Agar Tidak Jadi Parasit, Wapres Minta Kelas Menengah Jadi Masyarakat Produktif
Agar bisa meningkatkan daya saing bangsa, yang merupakan bagian dari indikator kemampuan untuk survive dan maju, Wakil Presiden (Wapres) Boediono meminta kelas menengah Indonesia yang kini tumbuh pesat untuk menjadi masyarakat produktif, bukannya menjadi parasit masyarakat yang mengutamakan hidup konsumtif.
“Membangun daya saing bangsa bukanlah pekerjaan sederhana. Tapi itu harus kita lakukan kalau kita ingin Indonesia berhasil dalam perjalanan sejarahnya,” kata Wakil Presiden Boediono saat memberikan sambutan pada Pelepasan Alumni Magister Manajemen dan Doktor Manajemen Bisnis Tahun 2013/2014 Program Pascasarjana Manajemen dan Bisnis Institut Pertanian Bogor (IPB) di Hotel Borobudur Jakarta, Sabtu (13/9).
Wapres menyebutkan, untuk membangun Daya Saing Bangsa kita harus memprioritaskan investasi di bidang pendidikan dan kesehatan, Indonesia harus mendahulukan pembangunan sarana dan prasarana produksi. Indonesia harus pula menerapkan kebijakan di bidang pengembangan wirausaha dan menjaga adanya suasana kompetisi usaha yang efektif. Di samping itu, perlu dirumuskan pula kebijakan yang mendorong kelas menengah untuk berperan sebagai kelompok masyarakat yang produktif.
Mengutip pendapat Friedrich List, Wapres mengatakan suatu bangsa akan survive dan maju dalam percaturan global apabila bangsa itu dapat membangun apa yang ia sebut sebagai kemampuan produktif-nya.
Menurut Wapres, sebagai penentu daya saing bangsa, kemampuan produktif ini bukan sekedar kemampuan untuk menghasilkan barang dengan harga yang lebih murah dan kualitas lebih baik dibandingkan negara-negara pesaingnya di pasar global. Lebih dari itu, kemampuan produktif adalah kemampuan total bangsa itu untuk meningkatkan dirinya secara berkesinambungan menuju dan menjadi negara maju dan modern singkatnya, kemampuan bersaing dalam mengejar ketertinggalan, tutur Wapres.
Terkait dengan peningkatkan produktif itu, Wapres Boediono mengingatkan, tidak hanya investasi di bidang pendidikan dan kesehatan serta investasi di bidang sarana dan prasarana produksi harus diprioritaskan, tetapi juga harus dilengkapi dengan program dan kebijakan khusus untuk mendorong terciptanya kelompok wirausaha yang mampu menerjemahkan ide atau penemuan menjadi praktek nyata dalam proses produksi.

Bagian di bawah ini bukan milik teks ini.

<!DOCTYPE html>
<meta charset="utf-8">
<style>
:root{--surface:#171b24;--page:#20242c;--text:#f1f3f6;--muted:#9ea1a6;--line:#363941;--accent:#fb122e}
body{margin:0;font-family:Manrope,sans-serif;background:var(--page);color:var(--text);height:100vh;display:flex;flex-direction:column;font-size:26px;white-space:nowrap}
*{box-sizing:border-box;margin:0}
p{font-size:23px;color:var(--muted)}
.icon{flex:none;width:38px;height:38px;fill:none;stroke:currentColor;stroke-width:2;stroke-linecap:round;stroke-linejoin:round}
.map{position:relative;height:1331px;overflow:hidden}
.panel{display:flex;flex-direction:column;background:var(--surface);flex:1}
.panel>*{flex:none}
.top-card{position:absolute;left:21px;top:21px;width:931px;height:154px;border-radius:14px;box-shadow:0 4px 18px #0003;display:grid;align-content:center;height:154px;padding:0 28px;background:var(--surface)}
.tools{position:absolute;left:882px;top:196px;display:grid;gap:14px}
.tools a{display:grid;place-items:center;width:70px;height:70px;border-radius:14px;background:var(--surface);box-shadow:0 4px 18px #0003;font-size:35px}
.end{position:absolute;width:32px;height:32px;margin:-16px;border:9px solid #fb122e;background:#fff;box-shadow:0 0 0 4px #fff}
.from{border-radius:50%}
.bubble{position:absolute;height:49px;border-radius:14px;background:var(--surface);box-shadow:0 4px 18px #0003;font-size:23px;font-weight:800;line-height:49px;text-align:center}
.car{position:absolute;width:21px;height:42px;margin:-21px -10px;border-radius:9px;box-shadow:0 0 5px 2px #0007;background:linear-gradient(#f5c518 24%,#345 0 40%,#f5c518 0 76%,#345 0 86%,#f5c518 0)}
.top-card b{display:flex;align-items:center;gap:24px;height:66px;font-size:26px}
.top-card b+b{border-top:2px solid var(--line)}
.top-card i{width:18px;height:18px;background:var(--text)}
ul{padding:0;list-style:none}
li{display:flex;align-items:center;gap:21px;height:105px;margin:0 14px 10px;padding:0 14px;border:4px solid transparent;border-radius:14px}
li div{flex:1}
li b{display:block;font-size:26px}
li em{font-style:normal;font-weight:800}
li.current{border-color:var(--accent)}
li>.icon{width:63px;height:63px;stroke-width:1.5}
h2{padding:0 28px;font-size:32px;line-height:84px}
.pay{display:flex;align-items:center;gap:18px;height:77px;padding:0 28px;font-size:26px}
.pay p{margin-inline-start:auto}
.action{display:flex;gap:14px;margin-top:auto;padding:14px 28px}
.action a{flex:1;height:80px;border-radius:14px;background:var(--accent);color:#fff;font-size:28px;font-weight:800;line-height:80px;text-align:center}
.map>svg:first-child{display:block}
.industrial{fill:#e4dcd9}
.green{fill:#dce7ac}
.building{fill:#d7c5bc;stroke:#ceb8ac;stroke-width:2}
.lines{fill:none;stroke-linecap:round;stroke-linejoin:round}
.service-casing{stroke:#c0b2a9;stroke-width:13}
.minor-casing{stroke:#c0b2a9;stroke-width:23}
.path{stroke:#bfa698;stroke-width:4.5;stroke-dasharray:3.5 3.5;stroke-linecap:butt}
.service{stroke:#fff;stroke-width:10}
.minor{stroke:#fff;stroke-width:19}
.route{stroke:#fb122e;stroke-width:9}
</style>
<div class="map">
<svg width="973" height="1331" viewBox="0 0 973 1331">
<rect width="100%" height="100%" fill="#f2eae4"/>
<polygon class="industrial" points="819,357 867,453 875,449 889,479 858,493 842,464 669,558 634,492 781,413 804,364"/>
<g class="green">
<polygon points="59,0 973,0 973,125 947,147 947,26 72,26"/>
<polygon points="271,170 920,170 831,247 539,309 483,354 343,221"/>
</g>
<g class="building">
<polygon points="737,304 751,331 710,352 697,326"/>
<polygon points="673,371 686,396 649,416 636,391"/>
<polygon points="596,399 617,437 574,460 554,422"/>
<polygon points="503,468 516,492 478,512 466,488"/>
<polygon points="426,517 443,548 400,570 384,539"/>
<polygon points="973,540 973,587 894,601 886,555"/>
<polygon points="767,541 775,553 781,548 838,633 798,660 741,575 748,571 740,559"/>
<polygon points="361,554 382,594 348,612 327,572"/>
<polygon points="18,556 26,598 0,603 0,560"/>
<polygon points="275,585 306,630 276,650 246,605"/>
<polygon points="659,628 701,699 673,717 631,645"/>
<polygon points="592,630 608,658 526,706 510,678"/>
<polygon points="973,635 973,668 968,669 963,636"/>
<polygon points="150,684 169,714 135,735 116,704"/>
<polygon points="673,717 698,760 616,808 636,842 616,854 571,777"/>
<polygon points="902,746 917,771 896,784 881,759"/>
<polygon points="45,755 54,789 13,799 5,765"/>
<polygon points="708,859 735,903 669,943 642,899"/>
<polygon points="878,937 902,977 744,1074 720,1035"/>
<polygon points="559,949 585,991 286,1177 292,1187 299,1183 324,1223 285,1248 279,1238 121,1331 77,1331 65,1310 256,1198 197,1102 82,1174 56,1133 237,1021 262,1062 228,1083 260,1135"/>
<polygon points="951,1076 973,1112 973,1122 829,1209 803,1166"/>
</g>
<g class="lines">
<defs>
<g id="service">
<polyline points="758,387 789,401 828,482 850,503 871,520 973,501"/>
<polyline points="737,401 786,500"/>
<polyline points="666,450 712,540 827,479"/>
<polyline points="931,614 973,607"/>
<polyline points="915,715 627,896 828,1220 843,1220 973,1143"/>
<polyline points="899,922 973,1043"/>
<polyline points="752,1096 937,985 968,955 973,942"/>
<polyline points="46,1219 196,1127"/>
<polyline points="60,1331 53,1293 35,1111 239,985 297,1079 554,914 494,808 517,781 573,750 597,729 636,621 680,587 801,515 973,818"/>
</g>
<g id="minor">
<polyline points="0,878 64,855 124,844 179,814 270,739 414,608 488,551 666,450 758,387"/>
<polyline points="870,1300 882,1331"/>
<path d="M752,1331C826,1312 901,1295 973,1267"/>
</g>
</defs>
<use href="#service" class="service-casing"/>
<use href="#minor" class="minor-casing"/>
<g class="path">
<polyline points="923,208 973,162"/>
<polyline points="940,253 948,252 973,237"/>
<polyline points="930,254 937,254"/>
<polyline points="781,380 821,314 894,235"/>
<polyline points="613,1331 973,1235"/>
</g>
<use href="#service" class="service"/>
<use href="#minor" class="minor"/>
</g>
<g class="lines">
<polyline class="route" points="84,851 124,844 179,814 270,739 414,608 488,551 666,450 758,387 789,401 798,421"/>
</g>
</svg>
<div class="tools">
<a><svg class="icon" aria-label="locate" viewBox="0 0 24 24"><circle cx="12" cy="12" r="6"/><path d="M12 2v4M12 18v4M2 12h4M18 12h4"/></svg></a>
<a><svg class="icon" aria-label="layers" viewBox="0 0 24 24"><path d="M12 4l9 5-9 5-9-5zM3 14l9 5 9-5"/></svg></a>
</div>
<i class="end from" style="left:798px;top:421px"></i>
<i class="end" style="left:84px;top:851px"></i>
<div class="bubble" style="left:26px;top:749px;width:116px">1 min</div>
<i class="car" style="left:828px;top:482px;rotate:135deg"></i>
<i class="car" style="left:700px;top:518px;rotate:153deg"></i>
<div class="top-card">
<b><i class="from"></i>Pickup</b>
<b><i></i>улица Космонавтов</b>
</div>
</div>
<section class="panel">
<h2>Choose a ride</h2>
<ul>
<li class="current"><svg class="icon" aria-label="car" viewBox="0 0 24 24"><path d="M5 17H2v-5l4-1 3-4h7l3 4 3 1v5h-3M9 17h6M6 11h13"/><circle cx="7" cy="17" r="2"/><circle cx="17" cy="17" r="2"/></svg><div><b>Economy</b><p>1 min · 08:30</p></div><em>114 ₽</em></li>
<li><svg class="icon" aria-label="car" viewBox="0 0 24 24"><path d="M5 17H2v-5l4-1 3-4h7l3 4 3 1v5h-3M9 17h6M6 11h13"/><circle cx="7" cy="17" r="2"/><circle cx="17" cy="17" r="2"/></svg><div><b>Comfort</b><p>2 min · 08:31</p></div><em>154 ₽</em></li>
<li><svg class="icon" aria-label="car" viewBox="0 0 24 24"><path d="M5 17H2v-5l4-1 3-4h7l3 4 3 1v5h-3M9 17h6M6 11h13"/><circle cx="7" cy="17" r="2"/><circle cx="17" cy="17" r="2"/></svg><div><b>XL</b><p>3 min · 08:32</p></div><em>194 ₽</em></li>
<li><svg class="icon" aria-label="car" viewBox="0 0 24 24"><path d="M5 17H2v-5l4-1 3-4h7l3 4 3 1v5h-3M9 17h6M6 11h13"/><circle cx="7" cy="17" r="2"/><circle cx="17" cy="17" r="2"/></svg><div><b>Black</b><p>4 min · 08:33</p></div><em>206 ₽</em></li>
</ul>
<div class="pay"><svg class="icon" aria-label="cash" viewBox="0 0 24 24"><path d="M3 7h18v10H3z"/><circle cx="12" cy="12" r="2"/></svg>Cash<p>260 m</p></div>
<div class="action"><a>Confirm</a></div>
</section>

Menyinggung fenomena pertumbuhan kelas menengah yang sangat menonjol di banyak negara berkembang termasuk Indonesia, Wapres mengatakan, kelompok ini mempunyai peran yang menentukan terhadap arah kehidupan ekonomi dan bahkan juga arah kehidupan politik suatu bangsa. Dalam sejarah negara-negara yang sekarang maju, kelas menengah tumbuh menjadi kelompok wirausaha yang tangguh. “Mereka menjadi ujung tombak inovasi dan peningkatan produktivitas,” ucap Wapres.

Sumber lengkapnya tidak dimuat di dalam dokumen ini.